*Exercise goal*
Would you please copy the part of the material below that opens with the line containing "Annotation task. Serialize" and closes with the line containing "Task: Extract the"? Copy it exactly, and only it.

────

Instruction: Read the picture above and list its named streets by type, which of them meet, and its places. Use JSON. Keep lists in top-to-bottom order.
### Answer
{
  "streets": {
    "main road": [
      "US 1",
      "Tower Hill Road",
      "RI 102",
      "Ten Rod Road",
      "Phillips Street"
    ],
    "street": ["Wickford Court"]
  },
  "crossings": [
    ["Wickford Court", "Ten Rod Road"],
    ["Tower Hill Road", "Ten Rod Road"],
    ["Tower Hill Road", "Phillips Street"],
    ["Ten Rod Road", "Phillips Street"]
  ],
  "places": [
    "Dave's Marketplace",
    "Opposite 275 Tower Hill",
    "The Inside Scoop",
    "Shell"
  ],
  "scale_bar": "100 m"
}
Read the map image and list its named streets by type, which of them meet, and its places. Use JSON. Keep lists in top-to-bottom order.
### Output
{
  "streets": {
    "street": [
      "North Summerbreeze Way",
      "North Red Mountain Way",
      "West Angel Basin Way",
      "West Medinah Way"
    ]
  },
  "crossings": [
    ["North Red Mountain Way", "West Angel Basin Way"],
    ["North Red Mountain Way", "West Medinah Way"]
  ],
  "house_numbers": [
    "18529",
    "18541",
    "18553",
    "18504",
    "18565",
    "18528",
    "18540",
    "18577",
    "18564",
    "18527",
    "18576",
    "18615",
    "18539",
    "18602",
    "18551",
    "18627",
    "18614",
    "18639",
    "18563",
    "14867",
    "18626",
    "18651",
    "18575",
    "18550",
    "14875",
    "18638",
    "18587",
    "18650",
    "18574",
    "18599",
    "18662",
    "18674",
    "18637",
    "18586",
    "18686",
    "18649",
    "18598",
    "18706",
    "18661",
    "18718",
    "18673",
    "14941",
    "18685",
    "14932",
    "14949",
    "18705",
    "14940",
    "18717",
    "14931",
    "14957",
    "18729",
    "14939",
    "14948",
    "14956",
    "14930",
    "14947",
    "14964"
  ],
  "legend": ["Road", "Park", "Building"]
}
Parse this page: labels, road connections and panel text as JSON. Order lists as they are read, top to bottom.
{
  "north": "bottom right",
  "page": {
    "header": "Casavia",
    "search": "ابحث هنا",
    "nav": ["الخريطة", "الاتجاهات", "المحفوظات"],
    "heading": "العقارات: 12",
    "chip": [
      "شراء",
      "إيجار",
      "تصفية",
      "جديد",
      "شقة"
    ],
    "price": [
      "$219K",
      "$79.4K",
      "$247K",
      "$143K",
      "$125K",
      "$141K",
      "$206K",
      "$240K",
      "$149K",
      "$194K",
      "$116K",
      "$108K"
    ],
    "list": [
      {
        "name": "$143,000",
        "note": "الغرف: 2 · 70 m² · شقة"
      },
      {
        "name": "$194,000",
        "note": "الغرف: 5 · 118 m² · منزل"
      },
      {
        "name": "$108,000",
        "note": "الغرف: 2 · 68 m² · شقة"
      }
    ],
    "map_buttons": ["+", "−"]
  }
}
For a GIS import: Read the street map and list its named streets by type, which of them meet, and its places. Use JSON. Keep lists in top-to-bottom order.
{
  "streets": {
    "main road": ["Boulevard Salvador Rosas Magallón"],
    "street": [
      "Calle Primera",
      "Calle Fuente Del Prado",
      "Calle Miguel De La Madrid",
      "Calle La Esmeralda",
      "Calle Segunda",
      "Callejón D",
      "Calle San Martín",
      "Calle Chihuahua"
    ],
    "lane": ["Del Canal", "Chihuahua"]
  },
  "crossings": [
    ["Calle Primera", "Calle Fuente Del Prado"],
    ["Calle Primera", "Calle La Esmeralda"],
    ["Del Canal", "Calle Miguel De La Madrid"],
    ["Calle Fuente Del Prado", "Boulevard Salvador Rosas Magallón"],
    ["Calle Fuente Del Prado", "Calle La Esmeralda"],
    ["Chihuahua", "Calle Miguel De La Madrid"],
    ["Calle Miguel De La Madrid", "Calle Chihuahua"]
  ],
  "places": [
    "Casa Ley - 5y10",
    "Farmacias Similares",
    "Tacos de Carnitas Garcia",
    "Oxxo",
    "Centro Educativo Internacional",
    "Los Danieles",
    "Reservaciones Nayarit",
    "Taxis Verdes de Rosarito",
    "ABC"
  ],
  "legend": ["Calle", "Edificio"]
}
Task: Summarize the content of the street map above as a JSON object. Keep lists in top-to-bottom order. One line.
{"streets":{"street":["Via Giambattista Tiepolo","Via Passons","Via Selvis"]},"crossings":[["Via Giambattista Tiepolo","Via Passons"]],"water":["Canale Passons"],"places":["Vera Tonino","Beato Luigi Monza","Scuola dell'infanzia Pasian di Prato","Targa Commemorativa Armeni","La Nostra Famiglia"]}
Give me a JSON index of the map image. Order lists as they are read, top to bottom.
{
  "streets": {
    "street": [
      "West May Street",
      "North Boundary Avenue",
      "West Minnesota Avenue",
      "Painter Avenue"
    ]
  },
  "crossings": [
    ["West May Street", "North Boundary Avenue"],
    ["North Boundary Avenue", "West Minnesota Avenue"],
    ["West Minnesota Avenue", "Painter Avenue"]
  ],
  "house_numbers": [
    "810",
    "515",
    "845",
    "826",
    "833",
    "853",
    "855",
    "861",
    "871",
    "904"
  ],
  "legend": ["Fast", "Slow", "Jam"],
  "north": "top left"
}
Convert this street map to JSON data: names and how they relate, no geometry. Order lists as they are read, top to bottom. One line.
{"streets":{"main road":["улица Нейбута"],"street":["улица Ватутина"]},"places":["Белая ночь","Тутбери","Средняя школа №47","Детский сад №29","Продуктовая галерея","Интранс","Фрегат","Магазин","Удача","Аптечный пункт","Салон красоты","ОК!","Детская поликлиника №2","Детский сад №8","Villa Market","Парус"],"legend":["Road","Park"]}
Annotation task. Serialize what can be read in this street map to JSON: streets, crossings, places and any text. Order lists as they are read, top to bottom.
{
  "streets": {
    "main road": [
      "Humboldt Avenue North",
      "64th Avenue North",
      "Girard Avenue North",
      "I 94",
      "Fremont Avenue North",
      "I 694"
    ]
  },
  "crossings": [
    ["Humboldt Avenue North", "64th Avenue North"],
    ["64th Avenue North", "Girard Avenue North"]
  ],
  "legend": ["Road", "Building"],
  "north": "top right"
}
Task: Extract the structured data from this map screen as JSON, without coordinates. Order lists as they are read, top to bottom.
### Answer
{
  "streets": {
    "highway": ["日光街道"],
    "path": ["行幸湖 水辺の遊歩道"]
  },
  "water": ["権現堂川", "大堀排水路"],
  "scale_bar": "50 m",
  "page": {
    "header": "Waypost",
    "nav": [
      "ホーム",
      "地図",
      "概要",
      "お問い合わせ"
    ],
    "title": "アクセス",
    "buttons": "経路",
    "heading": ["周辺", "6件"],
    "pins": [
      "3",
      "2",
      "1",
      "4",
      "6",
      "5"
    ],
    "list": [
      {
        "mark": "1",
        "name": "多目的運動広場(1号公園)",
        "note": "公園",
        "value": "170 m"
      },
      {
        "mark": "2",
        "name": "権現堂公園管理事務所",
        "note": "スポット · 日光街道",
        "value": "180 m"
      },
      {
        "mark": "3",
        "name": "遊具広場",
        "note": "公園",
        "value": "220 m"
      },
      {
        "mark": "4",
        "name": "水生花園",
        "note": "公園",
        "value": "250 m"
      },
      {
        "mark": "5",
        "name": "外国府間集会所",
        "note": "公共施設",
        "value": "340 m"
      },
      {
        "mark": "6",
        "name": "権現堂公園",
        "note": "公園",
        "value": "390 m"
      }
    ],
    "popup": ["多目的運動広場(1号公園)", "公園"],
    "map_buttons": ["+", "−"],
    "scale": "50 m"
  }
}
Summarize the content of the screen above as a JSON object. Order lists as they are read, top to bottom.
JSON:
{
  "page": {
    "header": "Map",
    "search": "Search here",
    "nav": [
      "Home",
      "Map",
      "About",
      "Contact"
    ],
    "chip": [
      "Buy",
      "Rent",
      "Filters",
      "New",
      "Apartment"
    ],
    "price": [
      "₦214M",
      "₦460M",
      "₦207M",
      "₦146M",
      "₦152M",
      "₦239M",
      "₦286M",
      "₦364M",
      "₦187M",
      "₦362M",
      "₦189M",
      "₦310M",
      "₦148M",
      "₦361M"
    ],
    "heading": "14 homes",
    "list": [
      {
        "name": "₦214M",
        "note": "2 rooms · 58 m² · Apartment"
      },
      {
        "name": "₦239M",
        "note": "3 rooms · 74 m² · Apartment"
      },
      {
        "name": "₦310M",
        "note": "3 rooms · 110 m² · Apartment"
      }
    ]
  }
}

────

*Completed exercise*
Annotation task. Serialize what can be read in this street map to JSON: streets, crossings, places and any text. Order lists as they are read, top to bottom.
{
  "streets": {
    "main road": [
      "Humboldt Avenue North",
      "64th Avenue North",
      "Girard Avenue North",
      "I 94",
      "Fremont Avenue North",
      "I 694"
    ]
  },
  "crossings": [
    ["Humboldt Avenue North", "64th Avenue North"],
    ["64th Avenue North", "Girard Avenue North"]
  ],
  "legend": ["Road", "Building"],
  "north": "top right"
}
Task: Extract the structured data from this map screen as JSON, without coordinates. Order lists as they are read, top to bottom.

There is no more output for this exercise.